Current Institutional Affiliation
Political and International Studies, Rhodes University

Poloko Sindiso Ngaba (Sindi) is a PhD candidate at the Political and International Studies Department, Rhodes University, Grahamstown, South Africa.

A lawyer by profession, she studied B Juris and Bachelor of Laws (LLB) at the University of Zululand, Empangeni, South Africa. Thereafter, she was awarded a Fullbright Scholarship to further her studies. She graduated with a Master of Laws (LLM) from Georgetown Law School (Washington DC, USA). She has been admitted as an advocate of the High Court of South Africa.  
Her professional experience includes; serving as an executive Head of company secretariat of the Oil and Gas Company of South Africa; Manager legal services and contracts at National Ports Authority of South Africa (both Ports of Cape Town and Saldanha); Judicial officer Cape Town University of Technology; Researcher at Community Law Centre (University of Western Cape); Legal and general administrator at E.S Mchunu & Company Law firm (Empangeni).

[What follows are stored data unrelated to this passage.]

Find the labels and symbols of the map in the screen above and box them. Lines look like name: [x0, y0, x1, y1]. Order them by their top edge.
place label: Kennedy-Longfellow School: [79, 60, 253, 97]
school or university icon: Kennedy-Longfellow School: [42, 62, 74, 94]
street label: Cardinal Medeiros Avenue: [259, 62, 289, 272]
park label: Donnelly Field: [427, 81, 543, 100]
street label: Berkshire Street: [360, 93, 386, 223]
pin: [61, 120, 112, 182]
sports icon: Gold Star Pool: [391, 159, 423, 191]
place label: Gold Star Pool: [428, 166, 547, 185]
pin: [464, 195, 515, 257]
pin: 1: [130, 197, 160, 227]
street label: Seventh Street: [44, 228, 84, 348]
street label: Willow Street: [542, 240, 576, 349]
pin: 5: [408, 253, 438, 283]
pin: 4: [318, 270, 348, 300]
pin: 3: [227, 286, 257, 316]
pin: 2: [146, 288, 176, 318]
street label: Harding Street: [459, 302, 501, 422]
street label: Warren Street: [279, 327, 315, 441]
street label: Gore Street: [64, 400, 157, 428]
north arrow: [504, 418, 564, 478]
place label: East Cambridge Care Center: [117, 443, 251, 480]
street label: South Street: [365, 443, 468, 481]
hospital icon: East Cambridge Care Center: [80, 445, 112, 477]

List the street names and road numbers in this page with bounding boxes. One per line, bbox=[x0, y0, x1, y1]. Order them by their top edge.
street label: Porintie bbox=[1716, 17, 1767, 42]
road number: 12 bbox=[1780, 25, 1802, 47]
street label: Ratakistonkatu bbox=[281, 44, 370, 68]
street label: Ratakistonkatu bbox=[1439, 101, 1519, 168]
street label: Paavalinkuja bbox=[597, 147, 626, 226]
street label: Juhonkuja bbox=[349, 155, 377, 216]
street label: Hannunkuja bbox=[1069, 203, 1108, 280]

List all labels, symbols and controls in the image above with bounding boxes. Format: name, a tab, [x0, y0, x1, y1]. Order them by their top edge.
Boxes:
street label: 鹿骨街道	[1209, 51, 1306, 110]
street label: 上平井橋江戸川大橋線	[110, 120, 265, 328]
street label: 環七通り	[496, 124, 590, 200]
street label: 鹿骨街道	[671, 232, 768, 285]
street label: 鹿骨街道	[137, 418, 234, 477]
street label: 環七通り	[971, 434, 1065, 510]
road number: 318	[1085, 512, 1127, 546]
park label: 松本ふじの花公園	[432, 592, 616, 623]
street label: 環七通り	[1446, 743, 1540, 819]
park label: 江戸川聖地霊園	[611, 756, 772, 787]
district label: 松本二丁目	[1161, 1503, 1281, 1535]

Sindi also served as a non executive director of the following boards: Civil Aviation Authority of South Africa; Artscape Opera House South Africa and Reatile Group (Pty) Limited.

Award Information

Next Generation Social Sciences in Africa: Doctoral Dissertation Research Fellowship 2019
Institutional Affiliation (at time of award):
Rhodes University
Isithwalandwe (one who wears the plumes of the rare bird): The Leadership and Ideas of Ruth Segomotsi Mompati in the Struggle for National Liberation and Democratic South Africa

This study examines the multiplicity of roles played by Ruth Segomotsi Mompati as a leader, cadre, comrade, mentor and mother in the African National Congress (ANC) during the anti-apartheid struggle for national liberation. Based on these roles, the study examines the extent to which Mompati's leadership is embedded in the notion of motherhood within the African context, specifically in relation to the dynamics of the struggle against apartheid. Mompati is a recipient of Isithwalandwe, the highest honour awarded by the ANC to those who have made outstanding contributions and sacrifice to the liberation struggle. Elaine Unterhalter (2006) argues that the autobiographical literature on the South African anti-apartheid struggle resembles "heroic masculinity" that relies and maintains "a notion of women's invisibility or homogeneity". Through the life of Mompati, this thesis seeks to build on studies that excavate the leadership of women of the early and mid-twentieth century, in the national liberation struggle against colonialism and apartheid.